__What this task involves__
Lines with the string "above" are to be identified in the listing and copied.

__Data__
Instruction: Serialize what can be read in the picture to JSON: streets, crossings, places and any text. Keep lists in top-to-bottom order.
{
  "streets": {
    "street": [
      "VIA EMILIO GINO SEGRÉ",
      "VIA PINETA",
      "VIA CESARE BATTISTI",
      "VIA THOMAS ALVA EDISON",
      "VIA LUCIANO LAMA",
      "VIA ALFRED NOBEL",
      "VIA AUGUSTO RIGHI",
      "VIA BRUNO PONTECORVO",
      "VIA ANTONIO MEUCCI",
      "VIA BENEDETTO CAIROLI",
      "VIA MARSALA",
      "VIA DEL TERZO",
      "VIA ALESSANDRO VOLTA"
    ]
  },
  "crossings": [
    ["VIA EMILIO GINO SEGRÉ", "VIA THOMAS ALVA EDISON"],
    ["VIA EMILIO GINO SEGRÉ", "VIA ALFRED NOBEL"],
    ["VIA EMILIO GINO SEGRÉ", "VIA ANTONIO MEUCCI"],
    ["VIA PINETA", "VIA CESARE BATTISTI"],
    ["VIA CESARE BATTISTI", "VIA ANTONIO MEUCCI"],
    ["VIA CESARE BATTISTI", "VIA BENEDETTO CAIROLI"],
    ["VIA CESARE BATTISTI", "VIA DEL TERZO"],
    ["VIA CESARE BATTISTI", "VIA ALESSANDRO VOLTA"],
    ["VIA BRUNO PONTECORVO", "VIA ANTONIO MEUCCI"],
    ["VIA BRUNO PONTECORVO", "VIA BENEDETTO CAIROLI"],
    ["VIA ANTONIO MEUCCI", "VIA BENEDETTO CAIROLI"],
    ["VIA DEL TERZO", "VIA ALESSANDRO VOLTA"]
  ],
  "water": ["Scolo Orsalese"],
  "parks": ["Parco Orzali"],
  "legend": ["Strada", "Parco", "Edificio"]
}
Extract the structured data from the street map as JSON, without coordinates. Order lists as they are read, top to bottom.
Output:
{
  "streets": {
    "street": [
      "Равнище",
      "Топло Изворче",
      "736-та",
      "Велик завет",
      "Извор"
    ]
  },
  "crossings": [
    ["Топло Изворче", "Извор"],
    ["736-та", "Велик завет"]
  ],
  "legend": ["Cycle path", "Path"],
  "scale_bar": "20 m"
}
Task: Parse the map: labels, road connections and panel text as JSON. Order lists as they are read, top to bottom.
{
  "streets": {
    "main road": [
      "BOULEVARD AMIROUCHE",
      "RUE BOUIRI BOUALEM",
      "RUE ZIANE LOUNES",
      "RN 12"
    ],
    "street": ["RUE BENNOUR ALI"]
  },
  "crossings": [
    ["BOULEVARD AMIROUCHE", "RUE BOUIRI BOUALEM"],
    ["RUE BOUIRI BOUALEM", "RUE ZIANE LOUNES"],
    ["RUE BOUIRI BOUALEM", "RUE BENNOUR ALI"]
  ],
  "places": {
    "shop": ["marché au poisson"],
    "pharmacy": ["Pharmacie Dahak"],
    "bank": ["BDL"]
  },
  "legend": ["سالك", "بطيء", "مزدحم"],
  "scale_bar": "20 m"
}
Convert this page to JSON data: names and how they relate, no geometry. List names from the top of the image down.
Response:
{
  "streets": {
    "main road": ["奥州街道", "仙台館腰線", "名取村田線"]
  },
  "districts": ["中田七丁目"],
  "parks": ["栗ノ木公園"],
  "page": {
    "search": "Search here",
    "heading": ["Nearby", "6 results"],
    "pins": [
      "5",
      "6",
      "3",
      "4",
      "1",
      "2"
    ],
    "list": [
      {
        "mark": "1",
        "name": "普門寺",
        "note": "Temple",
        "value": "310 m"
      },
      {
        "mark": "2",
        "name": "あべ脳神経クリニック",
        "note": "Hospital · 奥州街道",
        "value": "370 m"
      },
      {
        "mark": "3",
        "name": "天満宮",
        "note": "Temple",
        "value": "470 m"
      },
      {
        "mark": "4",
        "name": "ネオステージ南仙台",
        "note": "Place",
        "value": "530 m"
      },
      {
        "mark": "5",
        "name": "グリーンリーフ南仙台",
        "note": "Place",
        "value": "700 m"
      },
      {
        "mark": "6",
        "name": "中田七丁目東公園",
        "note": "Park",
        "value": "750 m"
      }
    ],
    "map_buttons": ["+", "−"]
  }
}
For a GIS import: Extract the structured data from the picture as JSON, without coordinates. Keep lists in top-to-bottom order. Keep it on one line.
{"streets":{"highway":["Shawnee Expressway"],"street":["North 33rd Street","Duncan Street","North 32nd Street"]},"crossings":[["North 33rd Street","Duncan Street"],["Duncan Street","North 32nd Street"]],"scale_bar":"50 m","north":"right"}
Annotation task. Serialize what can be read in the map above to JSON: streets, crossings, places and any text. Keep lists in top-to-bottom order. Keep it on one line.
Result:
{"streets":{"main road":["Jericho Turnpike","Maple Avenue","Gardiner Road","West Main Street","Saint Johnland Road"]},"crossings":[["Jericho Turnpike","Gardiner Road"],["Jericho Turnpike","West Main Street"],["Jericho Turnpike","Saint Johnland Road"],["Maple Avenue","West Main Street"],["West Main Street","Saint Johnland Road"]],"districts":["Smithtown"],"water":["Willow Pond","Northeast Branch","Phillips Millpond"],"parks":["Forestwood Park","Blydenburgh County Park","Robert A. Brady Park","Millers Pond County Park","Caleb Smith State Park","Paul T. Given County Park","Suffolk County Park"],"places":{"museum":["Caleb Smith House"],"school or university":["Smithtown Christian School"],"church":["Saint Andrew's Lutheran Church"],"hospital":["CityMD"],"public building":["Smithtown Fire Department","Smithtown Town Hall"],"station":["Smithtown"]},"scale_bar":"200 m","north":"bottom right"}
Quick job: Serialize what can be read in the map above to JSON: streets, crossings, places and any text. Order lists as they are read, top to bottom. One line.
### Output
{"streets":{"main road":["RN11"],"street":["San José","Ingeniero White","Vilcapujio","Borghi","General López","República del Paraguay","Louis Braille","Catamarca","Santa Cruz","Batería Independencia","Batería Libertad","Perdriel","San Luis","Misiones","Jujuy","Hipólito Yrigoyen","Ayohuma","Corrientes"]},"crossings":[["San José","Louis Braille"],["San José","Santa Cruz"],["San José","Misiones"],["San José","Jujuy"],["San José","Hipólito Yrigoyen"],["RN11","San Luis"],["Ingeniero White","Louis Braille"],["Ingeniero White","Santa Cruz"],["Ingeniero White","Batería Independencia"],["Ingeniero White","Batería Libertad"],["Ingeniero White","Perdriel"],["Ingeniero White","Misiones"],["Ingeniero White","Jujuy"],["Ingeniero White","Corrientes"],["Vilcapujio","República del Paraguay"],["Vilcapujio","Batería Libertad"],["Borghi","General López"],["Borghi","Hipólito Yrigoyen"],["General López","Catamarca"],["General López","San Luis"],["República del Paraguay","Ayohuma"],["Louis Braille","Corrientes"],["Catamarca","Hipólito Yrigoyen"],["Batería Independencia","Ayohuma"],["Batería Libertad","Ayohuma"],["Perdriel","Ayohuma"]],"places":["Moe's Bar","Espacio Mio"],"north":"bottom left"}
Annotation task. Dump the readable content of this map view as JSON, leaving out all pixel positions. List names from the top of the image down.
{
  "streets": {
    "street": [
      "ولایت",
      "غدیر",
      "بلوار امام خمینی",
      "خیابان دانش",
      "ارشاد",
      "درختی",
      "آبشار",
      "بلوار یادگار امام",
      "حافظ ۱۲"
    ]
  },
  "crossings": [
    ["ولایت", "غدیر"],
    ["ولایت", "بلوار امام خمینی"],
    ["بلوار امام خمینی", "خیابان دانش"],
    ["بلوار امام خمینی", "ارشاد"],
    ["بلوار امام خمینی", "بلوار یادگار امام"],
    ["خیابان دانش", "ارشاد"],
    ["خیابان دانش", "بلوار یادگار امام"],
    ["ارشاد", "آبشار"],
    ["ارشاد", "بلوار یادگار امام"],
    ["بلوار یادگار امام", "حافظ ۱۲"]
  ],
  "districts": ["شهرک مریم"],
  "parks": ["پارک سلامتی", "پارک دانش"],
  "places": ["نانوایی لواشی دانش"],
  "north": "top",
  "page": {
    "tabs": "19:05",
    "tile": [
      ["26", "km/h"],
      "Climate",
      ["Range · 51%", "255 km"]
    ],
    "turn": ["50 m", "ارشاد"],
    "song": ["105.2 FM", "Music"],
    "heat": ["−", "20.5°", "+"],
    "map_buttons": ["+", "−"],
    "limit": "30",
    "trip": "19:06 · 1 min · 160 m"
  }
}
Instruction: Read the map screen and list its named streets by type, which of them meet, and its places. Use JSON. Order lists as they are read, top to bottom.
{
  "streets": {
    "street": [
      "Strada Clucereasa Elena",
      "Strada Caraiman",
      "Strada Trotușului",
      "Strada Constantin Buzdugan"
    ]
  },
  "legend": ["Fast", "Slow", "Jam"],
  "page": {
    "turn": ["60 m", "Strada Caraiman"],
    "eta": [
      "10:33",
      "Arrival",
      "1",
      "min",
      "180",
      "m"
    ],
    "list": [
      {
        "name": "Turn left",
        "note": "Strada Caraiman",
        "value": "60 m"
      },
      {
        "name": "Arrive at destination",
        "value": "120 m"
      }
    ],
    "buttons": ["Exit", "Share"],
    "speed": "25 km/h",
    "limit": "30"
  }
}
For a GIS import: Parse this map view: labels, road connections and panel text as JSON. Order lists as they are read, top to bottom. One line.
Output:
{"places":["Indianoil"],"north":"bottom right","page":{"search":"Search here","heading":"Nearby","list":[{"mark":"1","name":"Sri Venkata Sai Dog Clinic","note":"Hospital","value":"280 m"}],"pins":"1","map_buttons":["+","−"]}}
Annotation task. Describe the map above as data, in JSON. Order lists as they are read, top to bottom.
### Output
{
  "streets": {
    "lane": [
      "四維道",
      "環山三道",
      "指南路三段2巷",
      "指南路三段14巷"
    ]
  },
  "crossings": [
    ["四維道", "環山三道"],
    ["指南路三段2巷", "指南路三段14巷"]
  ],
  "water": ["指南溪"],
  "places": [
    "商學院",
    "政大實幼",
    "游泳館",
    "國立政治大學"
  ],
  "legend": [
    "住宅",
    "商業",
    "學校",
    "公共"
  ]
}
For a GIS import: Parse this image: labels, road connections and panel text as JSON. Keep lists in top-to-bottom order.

__Exercise solution__
Annotation task. Serialize what can be read in the map above to JSON: streets, crossings, places and any text. Keep lists in top-to-bottom order. Keep it on one line.
Quick job: Serialize what can be read in the map above to JSON: streets, crossings, places and any text. Order lists as they are read, top to bottom. One line.
Annotation task. Describe the map above as data, in JSON. Order lists as they are read, top to bottom.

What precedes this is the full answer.